Sunday, August 18, 2013

As Through a Needle

As I brought Brigitte the massive sheaves that constitute the Sunday New York Times, she eyed me for a moment and then said: “Do you have something white? And 8 and a half by 11?” In other seasons, very often, I bring her whatever blog posts I have written. Not of late. I got to pondering the dearth of entries in the wake of this exchange and eventually came up with a generalization that fits it. The broadest of these generalizations comes from astrophysics. It is a wormhole, a hypothetical topological feature (quoting Wikipedia) that links two regions of spacetime.

I’ve spent most of my time this summer in the world of nature, that is to say our “garden,” front and back. A new lawn in front has needed lots of worry and care; in the back we have what the Times recently called an embarrassment of tomatoes—never mind the perennial magnificence of our mint bush—which yesterday attracted, and for some hours held, no fewer than five members of the Cabbage White butterfly.

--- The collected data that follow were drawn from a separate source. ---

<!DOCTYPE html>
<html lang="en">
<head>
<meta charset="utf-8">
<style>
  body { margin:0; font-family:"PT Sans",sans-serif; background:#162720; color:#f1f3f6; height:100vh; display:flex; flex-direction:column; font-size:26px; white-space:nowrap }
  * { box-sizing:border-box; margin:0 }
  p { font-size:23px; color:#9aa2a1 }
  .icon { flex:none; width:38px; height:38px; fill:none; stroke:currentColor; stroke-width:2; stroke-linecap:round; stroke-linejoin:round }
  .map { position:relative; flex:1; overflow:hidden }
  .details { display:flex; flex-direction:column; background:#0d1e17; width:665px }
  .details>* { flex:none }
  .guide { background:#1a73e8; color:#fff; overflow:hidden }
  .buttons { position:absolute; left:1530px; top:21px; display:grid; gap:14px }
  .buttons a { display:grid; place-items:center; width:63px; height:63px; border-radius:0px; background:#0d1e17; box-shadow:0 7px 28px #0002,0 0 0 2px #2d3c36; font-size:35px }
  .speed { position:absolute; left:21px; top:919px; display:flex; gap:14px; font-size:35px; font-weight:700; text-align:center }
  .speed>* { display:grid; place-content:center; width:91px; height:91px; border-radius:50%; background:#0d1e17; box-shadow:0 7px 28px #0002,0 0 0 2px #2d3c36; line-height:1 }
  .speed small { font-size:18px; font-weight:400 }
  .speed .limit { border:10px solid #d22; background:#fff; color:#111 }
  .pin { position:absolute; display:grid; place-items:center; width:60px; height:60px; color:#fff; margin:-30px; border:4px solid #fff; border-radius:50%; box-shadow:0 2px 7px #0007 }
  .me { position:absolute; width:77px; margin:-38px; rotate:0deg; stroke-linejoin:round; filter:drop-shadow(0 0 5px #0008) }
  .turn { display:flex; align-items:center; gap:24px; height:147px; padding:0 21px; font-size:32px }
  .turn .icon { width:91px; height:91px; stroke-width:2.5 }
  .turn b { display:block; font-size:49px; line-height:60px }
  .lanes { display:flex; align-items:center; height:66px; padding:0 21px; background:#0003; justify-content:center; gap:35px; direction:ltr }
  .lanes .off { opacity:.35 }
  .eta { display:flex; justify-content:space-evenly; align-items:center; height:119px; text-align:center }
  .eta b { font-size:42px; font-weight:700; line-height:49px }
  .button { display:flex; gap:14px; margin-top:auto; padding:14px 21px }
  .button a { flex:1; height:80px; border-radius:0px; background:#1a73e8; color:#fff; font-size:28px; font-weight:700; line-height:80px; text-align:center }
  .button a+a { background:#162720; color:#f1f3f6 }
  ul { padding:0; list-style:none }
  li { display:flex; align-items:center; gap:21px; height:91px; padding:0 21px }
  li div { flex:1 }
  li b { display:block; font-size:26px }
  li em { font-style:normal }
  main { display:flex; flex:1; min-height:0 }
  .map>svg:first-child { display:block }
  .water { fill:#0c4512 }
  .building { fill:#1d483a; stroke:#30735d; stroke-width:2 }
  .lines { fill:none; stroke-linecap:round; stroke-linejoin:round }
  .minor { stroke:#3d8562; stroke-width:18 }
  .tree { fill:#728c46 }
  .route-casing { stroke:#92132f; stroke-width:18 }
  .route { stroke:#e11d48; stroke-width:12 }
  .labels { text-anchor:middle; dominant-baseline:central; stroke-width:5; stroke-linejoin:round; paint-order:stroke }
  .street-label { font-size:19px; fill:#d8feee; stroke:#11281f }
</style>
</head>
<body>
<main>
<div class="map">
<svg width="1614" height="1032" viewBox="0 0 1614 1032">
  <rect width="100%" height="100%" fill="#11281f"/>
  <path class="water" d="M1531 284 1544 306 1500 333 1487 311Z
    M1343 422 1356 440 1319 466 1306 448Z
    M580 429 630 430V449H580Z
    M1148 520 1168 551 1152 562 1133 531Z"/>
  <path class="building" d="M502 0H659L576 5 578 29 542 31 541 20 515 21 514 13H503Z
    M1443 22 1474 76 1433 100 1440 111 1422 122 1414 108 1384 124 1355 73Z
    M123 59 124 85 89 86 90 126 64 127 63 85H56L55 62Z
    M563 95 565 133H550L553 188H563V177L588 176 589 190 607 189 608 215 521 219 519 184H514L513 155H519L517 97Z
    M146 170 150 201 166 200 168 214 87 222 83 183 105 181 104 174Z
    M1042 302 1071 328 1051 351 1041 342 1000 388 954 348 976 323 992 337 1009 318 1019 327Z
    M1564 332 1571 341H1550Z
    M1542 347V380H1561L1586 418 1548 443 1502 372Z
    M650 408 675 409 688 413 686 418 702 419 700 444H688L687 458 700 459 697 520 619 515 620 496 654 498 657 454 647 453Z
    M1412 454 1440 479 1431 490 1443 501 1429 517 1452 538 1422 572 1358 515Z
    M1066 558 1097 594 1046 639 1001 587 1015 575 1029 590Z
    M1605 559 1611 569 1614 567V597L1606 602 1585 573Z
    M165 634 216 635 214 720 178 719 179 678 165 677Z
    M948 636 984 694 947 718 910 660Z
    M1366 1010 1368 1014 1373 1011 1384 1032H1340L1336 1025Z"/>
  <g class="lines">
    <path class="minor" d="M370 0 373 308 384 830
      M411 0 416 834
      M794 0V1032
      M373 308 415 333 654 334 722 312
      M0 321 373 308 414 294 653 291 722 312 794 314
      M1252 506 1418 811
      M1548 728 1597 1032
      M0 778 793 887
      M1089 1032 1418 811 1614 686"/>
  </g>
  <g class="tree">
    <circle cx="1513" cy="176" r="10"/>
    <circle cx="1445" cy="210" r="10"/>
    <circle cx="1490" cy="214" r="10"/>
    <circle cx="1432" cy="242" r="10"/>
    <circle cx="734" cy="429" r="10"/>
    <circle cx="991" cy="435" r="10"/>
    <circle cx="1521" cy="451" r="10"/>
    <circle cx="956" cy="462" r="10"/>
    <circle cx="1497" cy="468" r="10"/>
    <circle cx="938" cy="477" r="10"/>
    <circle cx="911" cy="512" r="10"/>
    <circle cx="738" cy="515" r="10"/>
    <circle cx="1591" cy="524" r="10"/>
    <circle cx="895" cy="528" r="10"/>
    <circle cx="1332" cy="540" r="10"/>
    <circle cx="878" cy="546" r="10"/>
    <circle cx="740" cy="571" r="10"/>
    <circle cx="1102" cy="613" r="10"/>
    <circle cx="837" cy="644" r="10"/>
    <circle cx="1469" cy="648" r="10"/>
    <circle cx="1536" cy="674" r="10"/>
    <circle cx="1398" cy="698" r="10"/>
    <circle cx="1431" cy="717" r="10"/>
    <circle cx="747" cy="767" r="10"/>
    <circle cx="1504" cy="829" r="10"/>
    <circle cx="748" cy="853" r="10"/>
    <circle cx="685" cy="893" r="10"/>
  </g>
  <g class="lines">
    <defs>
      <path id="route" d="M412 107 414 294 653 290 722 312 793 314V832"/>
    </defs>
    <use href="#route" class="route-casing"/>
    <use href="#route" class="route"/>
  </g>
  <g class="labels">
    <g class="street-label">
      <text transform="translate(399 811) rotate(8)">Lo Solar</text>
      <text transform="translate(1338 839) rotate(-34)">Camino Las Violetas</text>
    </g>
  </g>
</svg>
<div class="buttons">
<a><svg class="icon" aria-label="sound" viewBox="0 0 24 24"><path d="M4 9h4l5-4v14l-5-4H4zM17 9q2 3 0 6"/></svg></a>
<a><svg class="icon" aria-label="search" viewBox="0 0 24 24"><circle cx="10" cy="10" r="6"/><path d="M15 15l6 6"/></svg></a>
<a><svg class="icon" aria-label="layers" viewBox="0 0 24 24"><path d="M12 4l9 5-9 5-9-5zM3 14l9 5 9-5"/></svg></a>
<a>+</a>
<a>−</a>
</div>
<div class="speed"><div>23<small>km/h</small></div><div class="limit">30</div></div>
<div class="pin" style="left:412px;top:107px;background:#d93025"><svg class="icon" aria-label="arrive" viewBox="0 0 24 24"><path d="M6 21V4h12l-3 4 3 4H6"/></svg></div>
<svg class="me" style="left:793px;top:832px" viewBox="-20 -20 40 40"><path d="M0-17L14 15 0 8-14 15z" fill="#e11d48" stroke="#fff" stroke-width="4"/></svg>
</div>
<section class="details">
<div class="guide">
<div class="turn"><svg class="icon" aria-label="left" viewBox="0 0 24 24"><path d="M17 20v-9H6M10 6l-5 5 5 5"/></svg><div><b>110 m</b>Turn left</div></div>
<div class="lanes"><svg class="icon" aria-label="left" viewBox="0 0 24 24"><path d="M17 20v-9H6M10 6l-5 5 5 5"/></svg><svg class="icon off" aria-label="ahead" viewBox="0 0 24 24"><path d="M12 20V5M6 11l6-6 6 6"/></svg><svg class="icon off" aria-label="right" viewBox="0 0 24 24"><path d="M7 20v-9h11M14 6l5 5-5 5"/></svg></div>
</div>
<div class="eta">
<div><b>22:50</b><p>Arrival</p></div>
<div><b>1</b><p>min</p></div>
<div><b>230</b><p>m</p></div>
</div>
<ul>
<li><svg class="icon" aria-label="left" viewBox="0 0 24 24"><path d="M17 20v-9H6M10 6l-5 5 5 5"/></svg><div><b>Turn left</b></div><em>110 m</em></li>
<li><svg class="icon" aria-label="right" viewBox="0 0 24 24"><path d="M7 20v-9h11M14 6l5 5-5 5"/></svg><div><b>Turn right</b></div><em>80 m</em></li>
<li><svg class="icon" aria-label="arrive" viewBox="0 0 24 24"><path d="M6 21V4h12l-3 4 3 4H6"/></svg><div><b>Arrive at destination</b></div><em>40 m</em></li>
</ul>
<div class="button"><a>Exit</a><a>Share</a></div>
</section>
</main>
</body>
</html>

And never mind the newest arrival, our flowering milkweed. And much else, including a rearrangement of our furniture to give the plants more sun. The more you look, the bigger any world becomes until one’s lost in its this-worldly infinities.

The world of blogging is, in its more humble way, also incredibly vast. If you’re in the one, you’re not in the other. But what connects the two is, like, a wormhole. Therefore to go from contemplating the exact redness of our earliest big tomatoes—or the first and altogether premature red leaves appearing on our Burning Bush (Euonymus alatus)—one has to make a passage through a very narrow place, and entering that needle is not something gladly done.

Years ago, while I was still working, I arrived home after a vacation and what with deadline pressures much intensified, I had to plunge back into the worlds of code and indices and publication credits and such. I recalled that time as today I contemplated Brigitte’s inquiry about something white and 8-1/2 by 11. Back then I had said to her. “Getting back to work is like passing through a hypodermic, dear. It seems impossible. But when you finally make the passage, you discover that the other side is just as big as this one.”

1 comment:

  1. I'm so glad to hear that, as I suspected, you are thoroughly enjoying the joys of outdoor living this summer! Your description of the transit from one world to another, well, that's a classic for me.